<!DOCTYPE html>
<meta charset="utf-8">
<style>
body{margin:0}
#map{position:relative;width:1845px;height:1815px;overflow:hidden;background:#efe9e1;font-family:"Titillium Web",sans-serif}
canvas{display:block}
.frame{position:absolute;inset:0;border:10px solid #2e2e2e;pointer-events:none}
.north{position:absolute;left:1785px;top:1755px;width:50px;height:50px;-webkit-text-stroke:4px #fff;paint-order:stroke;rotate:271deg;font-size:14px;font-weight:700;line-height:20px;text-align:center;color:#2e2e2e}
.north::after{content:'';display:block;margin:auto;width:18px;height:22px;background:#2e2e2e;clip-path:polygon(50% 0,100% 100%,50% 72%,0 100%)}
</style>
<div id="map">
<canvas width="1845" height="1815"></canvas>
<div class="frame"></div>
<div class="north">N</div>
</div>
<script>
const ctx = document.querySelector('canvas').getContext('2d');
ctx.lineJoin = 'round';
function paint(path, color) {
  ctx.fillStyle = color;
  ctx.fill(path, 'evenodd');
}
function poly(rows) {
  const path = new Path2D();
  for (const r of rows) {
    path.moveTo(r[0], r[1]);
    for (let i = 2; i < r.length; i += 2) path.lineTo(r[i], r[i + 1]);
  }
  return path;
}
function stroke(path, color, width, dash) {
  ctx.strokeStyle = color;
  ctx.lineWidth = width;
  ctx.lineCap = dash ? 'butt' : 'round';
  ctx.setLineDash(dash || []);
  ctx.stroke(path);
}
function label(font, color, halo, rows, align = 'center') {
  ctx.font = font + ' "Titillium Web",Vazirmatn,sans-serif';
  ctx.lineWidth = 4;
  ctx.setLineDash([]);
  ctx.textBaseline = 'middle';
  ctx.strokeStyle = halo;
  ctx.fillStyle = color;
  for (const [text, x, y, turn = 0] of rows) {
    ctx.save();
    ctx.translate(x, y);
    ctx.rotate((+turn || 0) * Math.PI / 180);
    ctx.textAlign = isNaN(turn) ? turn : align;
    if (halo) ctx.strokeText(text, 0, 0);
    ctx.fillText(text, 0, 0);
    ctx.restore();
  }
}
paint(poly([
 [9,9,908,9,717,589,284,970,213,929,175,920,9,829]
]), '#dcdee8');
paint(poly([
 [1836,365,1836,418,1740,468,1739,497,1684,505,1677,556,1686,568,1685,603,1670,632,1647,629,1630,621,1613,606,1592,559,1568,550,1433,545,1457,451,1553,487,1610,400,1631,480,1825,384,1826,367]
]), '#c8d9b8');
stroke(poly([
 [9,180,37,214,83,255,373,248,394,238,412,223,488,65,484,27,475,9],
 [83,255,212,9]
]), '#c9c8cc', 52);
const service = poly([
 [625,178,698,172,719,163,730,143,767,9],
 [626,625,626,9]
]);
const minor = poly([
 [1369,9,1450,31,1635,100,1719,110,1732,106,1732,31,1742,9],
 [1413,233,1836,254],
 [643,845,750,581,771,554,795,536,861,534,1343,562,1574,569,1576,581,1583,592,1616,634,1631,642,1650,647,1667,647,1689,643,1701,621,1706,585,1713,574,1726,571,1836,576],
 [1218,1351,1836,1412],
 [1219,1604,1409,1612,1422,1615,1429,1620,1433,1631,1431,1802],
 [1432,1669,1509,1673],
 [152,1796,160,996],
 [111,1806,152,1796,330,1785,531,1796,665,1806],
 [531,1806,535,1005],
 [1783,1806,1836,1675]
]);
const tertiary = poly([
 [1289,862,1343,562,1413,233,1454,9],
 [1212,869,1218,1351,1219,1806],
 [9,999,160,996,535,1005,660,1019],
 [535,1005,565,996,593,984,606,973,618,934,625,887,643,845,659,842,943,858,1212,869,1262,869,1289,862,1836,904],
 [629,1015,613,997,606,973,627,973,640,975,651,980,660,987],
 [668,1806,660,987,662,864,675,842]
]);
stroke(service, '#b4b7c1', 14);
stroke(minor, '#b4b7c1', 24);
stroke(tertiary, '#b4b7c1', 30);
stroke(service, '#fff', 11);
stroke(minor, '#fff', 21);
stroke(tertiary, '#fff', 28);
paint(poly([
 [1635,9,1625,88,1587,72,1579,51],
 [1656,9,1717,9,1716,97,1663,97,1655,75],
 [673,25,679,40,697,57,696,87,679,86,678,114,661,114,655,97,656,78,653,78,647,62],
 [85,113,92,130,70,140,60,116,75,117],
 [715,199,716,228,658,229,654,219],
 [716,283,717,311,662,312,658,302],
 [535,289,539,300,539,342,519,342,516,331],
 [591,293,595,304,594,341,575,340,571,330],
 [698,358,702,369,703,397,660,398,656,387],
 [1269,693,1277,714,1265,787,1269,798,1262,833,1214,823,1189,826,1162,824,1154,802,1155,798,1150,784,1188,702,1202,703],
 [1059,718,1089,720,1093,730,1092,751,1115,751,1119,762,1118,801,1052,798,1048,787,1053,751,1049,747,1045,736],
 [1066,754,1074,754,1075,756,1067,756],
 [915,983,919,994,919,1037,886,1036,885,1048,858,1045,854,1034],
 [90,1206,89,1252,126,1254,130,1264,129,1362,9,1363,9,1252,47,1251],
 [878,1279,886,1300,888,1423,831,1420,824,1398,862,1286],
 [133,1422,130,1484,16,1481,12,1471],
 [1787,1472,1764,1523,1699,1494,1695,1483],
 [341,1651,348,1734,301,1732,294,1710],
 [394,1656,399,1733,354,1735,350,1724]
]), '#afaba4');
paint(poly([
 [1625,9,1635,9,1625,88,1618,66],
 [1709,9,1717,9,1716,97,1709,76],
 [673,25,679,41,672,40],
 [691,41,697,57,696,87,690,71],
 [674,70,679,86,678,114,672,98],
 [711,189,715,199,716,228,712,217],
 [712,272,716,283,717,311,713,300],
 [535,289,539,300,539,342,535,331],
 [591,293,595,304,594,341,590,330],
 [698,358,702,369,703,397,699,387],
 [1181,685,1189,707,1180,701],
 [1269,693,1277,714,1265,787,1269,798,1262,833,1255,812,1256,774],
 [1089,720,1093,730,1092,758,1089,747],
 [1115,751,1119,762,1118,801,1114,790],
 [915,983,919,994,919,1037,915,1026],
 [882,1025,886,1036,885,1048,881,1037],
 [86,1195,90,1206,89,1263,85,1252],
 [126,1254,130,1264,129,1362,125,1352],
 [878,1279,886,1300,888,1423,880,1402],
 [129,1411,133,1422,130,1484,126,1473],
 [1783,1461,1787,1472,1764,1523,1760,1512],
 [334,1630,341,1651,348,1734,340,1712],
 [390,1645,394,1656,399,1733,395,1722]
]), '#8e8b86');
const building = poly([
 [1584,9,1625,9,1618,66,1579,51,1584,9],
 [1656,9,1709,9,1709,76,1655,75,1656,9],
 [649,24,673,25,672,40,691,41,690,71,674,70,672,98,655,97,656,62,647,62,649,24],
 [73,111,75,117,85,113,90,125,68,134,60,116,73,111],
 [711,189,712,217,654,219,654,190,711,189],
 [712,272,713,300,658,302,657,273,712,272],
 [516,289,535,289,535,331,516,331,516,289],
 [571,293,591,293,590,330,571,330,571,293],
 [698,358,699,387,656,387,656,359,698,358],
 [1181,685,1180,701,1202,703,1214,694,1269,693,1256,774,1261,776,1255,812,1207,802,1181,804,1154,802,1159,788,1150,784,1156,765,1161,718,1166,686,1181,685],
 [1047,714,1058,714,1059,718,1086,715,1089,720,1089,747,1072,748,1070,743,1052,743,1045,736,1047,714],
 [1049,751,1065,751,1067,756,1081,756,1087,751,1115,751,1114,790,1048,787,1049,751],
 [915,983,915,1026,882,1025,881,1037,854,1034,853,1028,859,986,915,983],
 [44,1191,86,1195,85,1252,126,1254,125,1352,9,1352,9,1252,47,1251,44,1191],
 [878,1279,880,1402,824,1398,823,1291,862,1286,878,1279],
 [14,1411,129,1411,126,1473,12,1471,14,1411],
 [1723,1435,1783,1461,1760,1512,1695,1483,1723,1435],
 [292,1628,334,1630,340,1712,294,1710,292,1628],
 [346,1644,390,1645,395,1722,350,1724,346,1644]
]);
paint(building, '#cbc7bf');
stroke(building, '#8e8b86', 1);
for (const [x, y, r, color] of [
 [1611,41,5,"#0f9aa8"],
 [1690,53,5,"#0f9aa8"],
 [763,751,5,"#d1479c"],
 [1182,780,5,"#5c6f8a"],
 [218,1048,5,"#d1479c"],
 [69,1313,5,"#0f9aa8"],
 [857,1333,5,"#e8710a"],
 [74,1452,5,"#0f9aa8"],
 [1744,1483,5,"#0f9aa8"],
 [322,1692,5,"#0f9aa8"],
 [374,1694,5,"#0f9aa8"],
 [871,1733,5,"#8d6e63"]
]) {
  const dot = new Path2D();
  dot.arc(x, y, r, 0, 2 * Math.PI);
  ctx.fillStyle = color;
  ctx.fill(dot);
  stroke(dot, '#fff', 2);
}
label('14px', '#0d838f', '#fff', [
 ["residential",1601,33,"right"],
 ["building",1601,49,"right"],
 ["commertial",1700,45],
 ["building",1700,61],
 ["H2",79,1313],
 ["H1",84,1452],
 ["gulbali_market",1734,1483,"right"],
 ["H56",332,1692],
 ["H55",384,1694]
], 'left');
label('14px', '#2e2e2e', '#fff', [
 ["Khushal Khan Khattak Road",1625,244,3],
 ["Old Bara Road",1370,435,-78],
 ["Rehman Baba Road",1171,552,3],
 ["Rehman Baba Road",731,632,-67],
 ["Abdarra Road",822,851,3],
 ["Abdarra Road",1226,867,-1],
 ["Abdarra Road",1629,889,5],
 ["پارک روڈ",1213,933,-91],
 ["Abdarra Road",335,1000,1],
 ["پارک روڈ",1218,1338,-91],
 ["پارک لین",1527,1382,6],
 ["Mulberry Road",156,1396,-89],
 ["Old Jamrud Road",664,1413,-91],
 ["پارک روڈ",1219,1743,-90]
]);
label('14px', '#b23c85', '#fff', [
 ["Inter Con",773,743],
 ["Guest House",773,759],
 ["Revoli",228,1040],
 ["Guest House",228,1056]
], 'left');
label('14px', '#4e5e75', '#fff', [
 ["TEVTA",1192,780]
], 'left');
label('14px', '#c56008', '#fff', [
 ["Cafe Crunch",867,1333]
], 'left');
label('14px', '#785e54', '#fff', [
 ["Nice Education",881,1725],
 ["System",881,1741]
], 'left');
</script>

● Activity
Would you please copy, word for word, everything above from the line containing "ctx.strokeStyle = halo;" down to the line containing "[83,255,212,9]", those two lines included?

● Your response
  ctx.strokeStyle = halo;
  ctx.fillStyle = color;
  for (const [text, x, y, turn = 0] of rows) {
    ctx.save();
    ctx.translate(x, y);
    ctx.rotate((+turn || 0) * Math.PI / 180);
    ctx.textAlign = isNaN(turn) ? turn : align;
    if (halo) ctx.strokeText(text, 0, 0);
    ctx.fillText(text, 0, 0);
    ctx.restore();
  }
}
paint(poly([
 [9,9,908,9,717,589,284,970,213,929,175,920,9,829]
]), '#dcdee8');
paint(poly([
 [1836,365,1836,418,1740,468,1739,497,1684,505,1677,556,1686,568,1685,603,1670,632,1647,629,1630,621,1613,606,1592,559,1568,550,1433,545,1457,451,1553,487,1610,400,1631,480,1825,384,1826,367]
]), '#c8d9b8');
stroke(poly([
 [9,180,37,214,83,255,373,248,394,238,412,223,488,65,484,27,475,9],
 [83,255,212,9]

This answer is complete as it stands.